Monday, March 7, 2005 at 12:00 PM
Last week, Haiti erupted in unwieldy political violence and demonstrated, once again, that law and order remain elusive in that infernal paradise – despite (unfulfilled) UN peacekeeping mandates and (promises of) American economic assistance.
Haiti was the first independent black nation in the new world. Therefore, one might have expected the celebration of its Bicentennial last year to be a festive occasion complete with a proud procession of international dignitaries to burnish their political bona fides. Instead, this momentous date in black history was marked with all of the protocol and excitement of an ordinary Creole dirge. And, the only dignitaries of note who even bothered to attend were U.S. Rep. Maxine Waters, the Congressional Black Caucus member who is renowned for her political histrionics, and Thabo Mbeki, the President of South Africa who has earned international derision as a doting godfather to unrepentant black dictators.
So, how could Haiti be so marginalized and disrespected with impunity by international leaders?
Well, perhaps Haiti is fated to loom amidst the islands of the Caribbean just as Africa is amidst the continents of the world – as a dark, destitute, diseased, desperate, disenfranchised, dishonest, disorganized, disassociated, dangerous and, ultimately, dysfunctional mess. And, like Africa’s intractable maladies, Haiti’s blight has become so toxic that no pragmatic politician wants his clout emasculated by being associated with it in any way whatsoever. . (Clearly this is why so few prominent Heads of State or other dignitaries even bothered to attend its historic Bicentennial celebrations.)

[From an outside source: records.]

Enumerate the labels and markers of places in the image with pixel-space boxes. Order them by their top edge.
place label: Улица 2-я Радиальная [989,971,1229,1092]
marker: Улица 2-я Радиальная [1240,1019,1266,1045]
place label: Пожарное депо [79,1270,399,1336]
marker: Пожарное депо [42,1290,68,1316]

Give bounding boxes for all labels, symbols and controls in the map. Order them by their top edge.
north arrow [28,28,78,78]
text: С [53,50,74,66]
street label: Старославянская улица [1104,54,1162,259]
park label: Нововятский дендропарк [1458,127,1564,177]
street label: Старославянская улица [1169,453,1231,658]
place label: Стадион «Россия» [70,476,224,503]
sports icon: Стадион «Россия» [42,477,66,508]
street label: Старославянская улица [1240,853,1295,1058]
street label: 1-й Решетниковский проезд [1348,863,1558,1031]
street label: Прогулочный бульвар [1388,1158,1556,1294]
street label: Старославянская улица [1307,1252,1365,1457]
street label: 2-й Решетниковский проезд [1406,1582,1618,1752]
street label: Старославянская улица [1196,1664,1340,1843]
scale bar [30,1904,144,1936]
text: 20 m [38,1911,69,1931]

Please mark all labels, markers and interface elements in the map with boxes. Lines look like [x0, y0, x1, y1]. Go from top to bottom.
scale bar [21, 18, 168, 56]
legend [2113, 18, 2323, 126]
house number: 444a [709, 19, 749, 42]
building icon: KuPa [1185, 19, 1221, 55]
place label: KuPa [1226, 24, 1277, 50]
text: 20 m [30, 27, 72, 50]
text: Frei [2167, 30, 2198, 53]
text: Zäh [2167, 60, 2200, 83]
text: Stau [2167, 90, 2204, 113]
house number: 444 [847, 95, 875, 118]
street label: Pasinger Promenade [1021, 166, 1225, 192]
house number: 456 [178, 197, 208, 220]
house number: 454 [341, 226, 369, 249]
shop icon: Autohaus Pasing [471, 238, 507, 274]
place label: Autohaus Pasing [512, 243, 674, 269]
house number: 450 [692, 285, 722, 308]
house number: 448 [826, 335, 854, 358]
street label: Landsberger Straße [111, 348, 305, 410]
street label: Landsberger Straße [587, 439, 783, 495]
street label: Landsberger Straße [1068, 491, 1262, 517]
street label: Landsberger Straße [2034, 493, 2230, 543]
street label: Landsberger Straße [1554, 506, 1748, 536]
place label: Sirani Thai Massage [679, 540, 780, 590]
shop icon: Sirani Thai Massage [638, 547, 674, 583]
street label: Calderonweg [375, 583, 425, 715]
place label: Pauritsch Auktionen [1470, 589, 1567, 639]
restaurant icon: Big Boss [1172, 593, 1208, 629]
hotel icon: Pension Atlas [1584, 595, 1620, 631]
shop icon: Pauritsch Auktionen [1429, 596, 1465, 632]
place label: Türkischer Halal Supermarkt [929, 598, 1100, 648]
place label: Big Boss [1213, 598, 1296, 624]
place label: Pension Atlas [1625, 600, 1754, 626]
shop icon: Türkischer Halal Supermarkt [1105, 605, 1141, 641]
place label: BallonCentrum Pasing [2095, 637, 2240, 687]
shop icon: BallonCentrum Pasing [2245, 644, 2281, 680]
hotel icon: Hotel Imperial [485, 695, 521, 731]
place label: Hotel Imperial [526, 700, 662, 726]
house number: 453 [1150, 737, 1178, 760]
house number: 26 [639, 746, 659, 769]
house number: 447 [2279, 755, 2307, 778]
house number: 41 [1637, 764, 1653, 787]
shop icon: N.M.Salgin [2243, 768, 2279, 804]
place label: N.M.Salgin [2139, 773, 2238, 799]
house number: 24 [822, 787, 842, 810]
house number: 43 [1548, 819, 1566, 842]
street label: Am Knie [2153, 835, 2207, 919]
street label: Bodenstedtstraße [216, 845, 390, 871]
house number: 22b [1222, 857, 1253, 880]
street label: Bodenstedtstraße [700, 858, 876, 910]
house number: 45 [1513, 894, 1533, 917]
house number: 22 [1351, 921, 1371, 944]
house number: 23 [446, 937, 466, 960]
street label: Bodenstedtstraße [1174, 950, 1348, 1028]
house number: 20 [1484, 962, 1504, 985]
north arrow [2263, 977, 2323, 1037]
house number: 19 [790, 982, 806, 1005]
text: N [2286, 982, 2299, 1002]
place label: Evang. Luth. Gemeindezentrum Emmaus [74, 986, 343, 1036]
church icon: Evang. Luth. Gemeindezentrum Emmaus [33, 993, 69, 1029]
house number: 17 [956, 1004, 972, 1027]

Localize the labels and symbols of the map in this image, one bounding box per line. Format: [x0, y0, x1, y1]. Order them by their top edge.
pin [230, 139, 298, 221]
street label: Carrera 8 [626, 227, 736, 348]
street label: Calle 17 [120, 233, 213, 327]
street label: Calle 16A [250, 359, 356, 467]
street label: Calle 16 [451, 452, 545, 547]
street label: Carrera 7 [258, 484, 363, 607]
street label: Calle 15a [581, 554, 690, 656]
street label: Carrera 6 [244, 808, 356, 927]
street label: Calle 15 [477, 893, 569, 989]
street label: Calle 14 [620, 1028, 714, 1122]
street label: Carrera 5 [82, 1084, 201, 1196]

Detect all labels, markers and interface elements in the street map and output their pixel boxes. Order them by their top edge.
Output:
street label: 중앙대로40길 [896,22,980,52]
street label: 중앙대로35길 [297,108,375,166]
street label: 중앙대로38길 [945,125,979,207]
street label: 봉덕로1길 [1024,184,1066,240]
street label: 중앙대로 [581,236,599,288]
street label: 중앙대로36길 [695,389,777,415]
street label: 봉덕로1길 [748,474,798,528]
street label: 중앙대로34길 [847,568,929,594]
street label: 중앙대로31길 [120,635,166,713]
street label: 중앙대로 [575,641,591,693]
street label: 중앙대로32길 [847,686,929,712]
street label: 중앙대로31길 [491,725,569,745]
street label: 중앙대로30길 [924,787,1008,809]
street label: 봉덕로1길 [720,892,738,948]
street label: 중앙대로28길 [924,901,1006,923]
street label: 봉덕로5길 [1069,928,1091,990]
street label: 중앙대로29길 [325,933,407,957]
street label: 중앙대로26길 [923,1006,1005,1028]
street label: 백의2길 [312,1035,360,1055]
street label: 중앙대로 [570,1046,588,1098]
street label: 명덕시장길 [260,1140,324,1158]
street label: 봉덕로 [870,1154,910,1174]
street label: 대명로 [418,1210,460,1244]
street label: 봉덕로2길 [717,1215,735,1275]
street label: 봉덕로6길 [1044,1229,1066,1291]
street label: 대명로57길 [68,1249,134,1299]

Meanwhile, Haitians are living a nightmare. And, even though white foreign faces appear as evil forces from time to time, black indigenous faces (like those of the Tonton Macoutes, FRAPH and even Catholic Lavalas devotees) are the constant, central and catalytic characters in Haiti’s purgatory.
It is easy to forget how promising Haiti’s future seemed when Jean Betrand Aristide was elected 1990. But, after 14 years of providing more political drama than national development, Aristide was escorted into exile on the paternal wings of the U.S. Marines last year. He claims that the American government and local businessmen (mostly mulatto bourgeois Europhiles calling themselves “the Group of 184”) orchestrated a coup d’état because they felt his policies focused too much on poor family farmers at the expense of their international financial interests. Of course, the Americans and their Haitian cohorts deny his claims as the delusions of a messianic priest with destabilizing Stalinist predilections.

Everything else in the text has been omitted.